Next to me, on my desk, is a dark, metal pastry cutter shaped like a heart. An inch and a half by two inches of shaped tin. Possibly Victorian.
This is the tale of how finding a pastry cutter strengthened my determination to turn a neglected kitchen into a living kitchen.
On a wet afternoon dirty and exhausted from working on plastering the kitchen ceiling, I decided I need a break.
What’s in the wine cellar now?
Down the corridor from the kitchen is the Town House’s old wine cellar. It’s not storing wine now it’s a historic archive. Row upon row, shelf upon shelf of cardboard boxes line the walls. Each box marked with a letter of the alphabet.
There’s no index.
My curiosity takes over. I start opening up the boxes one by one, trying to work out what the letters mean.
I is for Ironwork, M is for Manuscripts. In the boxes marked ‘J’, nestled in tissue paper, I discover old kitchen implements: wooden spoons, rolling pins and pastry cutters. One is shaped like a heart.
An old cook from Tunbridge Wells
She’d used them most of her long working life. Pastry had been made, cakes had been mixed, and biscuits cut out.
How did these kitchen utensils get here? How long had they been here for? In the weeks that follow. I learn that they were donated by a cook from Tunbridge Wells.
She’d used them most of her long working life. Pastry had been made, cakes had been mixed, and biscuits cut out. When she’d had to retire from her cookery career she’d donated the well used tools of her craft.
They were archived and stored 12 years before. I doubt she’d intended her working tools to be stored away in boxes. Perhaps, secretly, she wanted them to to have a life after her?

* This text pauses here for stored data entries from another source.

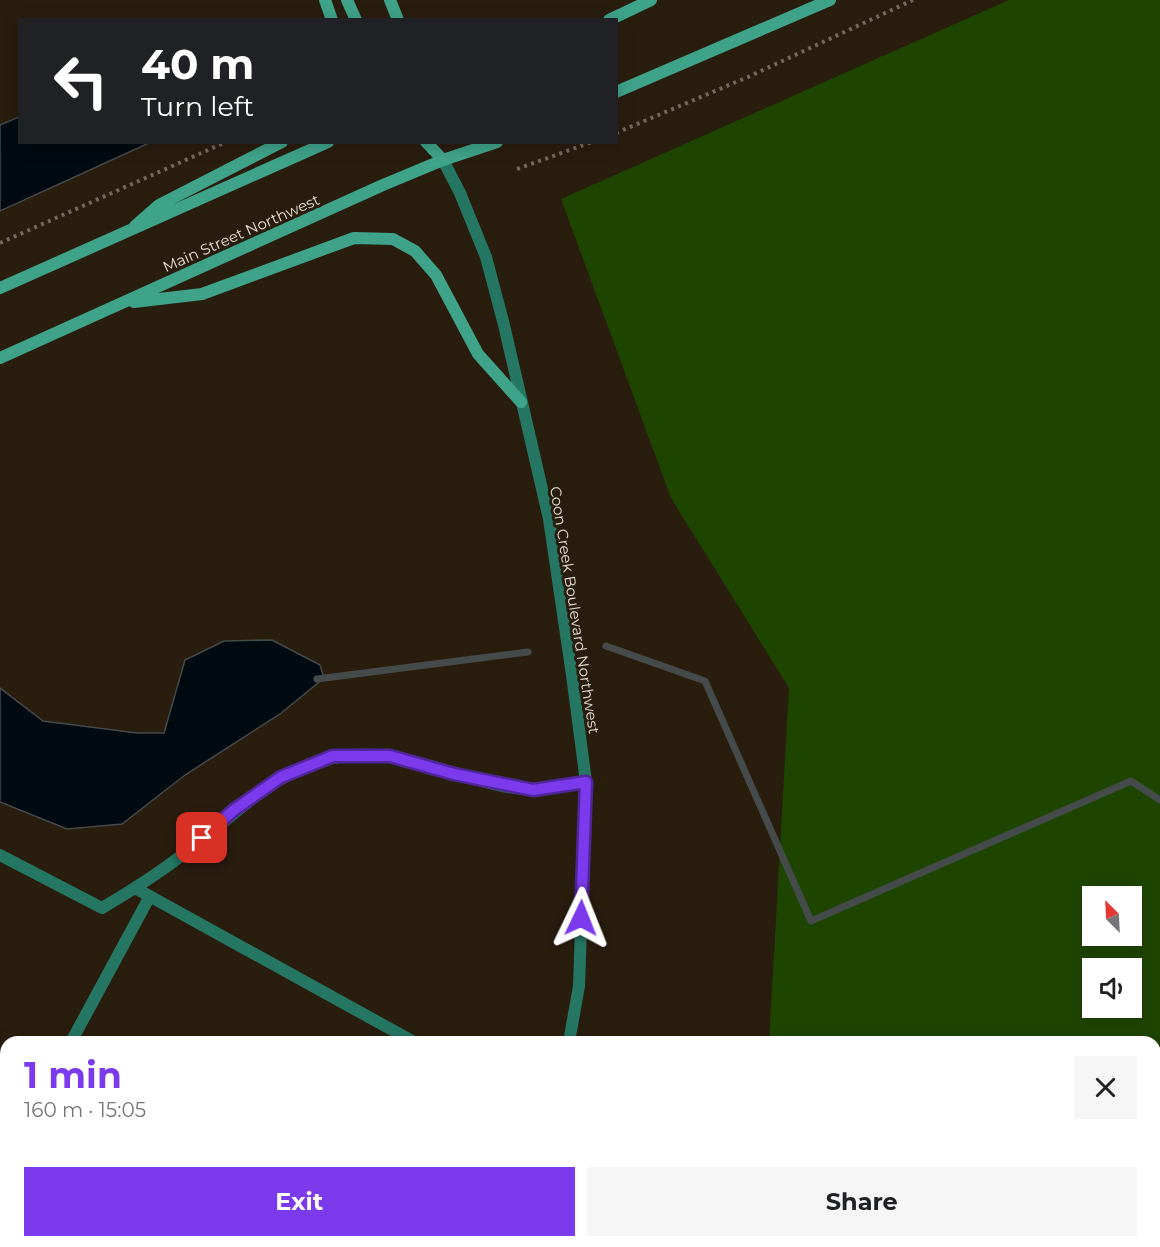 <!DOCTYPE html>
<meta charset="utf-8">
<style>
body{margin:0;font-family:Montserrat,sans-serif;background:#f6f6f6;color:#202124;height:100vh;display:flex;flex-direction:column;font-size:22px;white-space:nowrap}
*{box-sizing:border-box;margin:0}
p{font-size:20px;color:#757577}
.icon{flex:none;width:33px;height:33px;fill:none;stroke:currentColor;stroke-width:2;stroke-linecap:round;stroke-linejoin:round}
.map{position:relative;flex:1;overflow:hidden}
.drawer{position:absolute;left:0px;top:1036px;width:1161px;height:212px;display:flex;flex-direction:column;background:#fff;border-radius:18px 18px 0 0;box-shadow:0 3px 15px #0003}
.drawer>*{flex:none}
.hud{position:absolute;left:18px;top:18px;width:600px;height:126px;border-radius:0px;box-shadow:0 3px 15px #0003;background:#202124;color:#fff;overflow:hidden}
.needle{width:39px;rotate:336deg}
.buttons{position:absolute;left:1082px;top:886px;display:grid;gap:12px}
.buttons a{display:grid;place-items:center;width:60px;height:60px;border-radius:0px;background:#fff;box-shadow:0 3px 15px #0003;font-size:30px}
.pin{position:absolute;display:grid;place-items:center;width:51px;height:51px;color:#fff;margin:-26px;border-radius:12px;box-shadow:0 3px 9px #0006}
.me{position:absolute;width:66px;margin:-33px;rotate:2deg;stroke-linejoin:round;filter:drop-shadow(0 0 4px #0008)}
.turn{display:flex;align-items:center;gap:21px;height:126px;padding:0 24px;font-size:27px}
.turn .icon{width:78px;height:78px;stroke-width:2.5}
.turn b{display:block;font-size:42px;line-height:51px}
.round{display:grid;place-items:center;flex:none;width:63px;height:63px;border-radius:0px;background:#f6f6f6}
.summary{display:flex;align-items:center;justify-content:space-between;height:102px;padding:0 24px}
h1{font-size:36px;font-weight:700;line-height:45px;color:#7c3aed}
.primary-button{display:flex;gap:12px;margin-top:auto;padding:12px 24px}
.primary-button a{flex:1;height:69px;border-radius:0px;background:#7c3aed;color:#fff;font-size:24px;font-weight:700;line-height:69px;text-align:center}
.primary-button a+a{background:#f6f6f6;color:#202124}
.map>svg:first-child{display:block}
.green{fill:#1e4500;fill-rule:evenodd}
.water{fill:#000a10;stroke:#454a4b;stroke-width:1.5}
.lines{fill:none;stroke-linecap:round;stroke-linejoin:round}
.stream{stroke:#454a4b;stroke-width:7}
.building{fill:#501a5f;stroke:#776a7b;stroke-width:1.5}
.path{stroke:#73685c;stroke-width:4;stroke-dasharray:3 4.5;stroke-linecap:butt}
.lane{stroke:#257663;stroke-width:12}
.street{stroke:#257663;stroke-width:12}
.secondary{stroke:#3fa38a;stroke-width:12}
.route-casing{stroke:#51269a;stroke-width:15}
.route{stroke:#7c3aed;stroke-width:10}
.labels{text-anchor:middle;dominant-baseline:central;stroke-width:6;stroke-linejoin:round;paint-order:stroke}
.street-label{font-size:15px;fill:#e6ded5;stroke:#291d0e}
</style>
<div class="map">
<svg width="1160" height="1247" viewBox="0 0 1160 1247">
<rect width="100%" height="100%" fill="#291d0e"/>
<path class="green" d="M1009 0H1160V1247H651L656 1242H1155V1042H769L789 688 671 498 561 199ZM1092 897H1131V936H1092ZM1092 969H1131V1008H1092Z"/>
<path class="water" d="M19 117 20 142 149 143 0 211V125Z
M272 640 320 665 324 678 280 714 185 775 122 824 67 829 0 802V688L43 721 137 733H164L185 660 224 641Z"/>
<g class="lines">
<path class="stream" d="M606 646 705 681 811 921 1131 781 1160 800
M317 679 528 652"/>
</g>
<path class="building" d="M6 1237V1242H340L338 1247H1Z"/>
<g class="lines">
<path class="path" d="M616 133 748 77 913 0
M517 169 592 142
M0 243 226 142"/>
<path class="lane" d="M0 855 102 908C131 891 159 873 185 853 250 804 299 742 391 757 438 764 484 787 532 790 549 791 569 784 586 782
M135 888 414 1042
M71 1042 150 896
M0 1173 6 1162
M363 1247 366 1242"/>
<path class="street" d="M443 160 460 193 486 257 504 325 549 519 572 675 586 782 579 986 569 1042"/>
<path class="secondary" d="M325 0 332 20
M347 0 356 20
M390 0 398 20
M609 20 651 0
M616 92 830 0
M426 142 443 160
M135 226 159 205 282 142
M0 288 328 142
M134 302 202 294 354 238 393 239 415 251 436 275 478 354 521 402
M0 358 383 185 443 160 497 142"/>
</g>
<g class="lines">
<defs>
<path id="route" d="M202 838 234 810 281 777 333 756H390L454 774 533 790 586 782 581 918"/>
</defs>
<use href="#route" class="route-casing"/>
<use href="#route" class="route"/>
</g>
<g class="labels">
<g class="street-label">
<text transform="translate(241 233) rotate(-24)">Main Street Northwest</text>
<text transform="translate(575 610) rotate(81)">Coon Creek Boulevard Northwest</text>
</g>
</g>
</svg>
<div class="buttons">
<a><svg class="needle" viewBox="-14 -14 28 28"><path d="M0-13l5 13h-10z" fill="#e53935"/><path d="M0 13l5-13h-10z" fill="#757577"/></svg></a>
<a><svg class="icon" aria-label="sound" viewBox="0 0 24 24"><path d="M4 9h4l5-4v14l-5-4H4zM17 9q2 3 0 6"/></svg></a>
</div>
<div class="pin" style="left:202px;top:838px;background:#d93025"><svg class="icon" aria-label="arrive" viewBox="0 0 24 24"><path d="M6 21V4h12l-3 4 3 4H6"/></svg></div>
<svg class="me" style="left:581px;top:918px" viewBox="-20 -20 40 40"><path d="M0-17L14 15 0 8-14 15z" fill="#7c3aed" stroke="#fff" stroke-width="4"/></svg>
<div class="hud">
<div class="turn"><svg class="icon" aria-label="left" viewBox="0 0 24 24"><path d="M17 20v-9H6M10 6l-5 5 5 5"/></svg><div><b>40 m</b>Turn left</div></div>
</div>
<section class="drawer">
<div class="summary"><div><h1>1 min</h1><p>160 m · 15:05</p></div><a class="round"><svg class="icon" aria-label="close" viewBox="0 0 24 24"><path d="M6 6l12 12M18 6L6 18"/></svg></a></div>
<div class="primary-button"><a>Exit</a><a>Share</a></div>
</section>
</div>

Heart shaped cutter is saved
The heart shaped cutter? It has a home in the restored kitchen’s dresser. It’s no longer hidden away in a box but it’s where everyone can see it.
And it gets used again. Just last week I used it to make Valentine’s cakes for a romantic poetry reading.
Romantic Heart-shaped cakes.
- 225 grams plain flour
- 1½ teaspoons bicarbonate of soda
- ½ teaspoon salt
- 1½ teaspoons instant coffee powder
- 75 grams cocoa powder
- 300 grams dark brown sugar
- 375 millilitres hot water from a recently boiled kettle
- 75 grams coconut oil (90ml)
- 1½ teaspoons white wine vinegar/cider vinegar
- Edible rose petals and pistachio nuts to decorate
For the icing
- 60 millilitres cold water
- 75 grams coconut butter or any solid block vegetable fat
- 50 grams dark brown sugar
- 1½ teaspoons instant coffee powder
- 1½ tablespoons cocoa powder
- 150 grams dark chocolate (min. 70% cocoa solids)
Preheat your oven to 180°C/160°C Fan/350°F/gas mark 4 and place a baking sheet to warm through.
Line the bottom of a rectangular baking tin with baking paper.
Put the flour, bicarb, salt, instant coffee powder and cocoa in a bowl. Blend with a fork.
Mix the sugar, hot water, coconut oil and vinegar together in a jug until the coconut oil has melted.
Pour into the dry ingredients, mix, then pour the whole mixture into the prepared tin. Put the baking tin into the oven, on top of the baking sheet already there, and bake for 35 minutes.
Check after 30 minutes to see if it is already done.
When it’s ready, the cake will come away from the edge of the tin and a cocktail stick or skewer will come out clean, apart from a few crumbs.
This is a sticky cake. Don’t be tempted to overbake it.
Once the cake is cooked, remove from the oven and place the tin onto a wire cooling rack and let the cake cool in its tin.
Now take the heart shaped metal cutter in your hand. Cut out heart shaped mini-cakes. I managed 8 but this really does depend on the size of your cutter. I like to keep the leftover cake pieces and stash them in the freezer to use in emergency trifles.
Place all of the icing ingredients, except the chocolate, into a heavy-based saucepan and bring to the boil, making sure everything is dissolved.
Then turn off the heat – leaving the pan on the hob – and add the chocolate, swirling the pan so that the chocolate drowns in the hot liquid and starts to melt.
Leave until melted, this won’t take long, and then whisk until the icing is dark and glossy. Leave to cool slightly.
I like to pour the icing over the cakes while the icing is still liquid, it’s much easier on small cakes. Wait too long and the icing turns to the consistency of chocolate butter, much harder to decorate with and it loses its black sheen.
Now, with abandon, festoon the cakes with rose petals and chopped pistachios.
Leave to stand for 30 minutes for the icing to set before serving the cakes.
Marvel at your beautiful heart shaped cakes. Take a bite and think of an old kitchen in Hove, a wine cellar and a cook from Tunbridge Wells.
I’ve adapted this recipe from a Nigella Lawson recipe which is INCREDIBLY popular in the Town House’s pop up Regency tea room.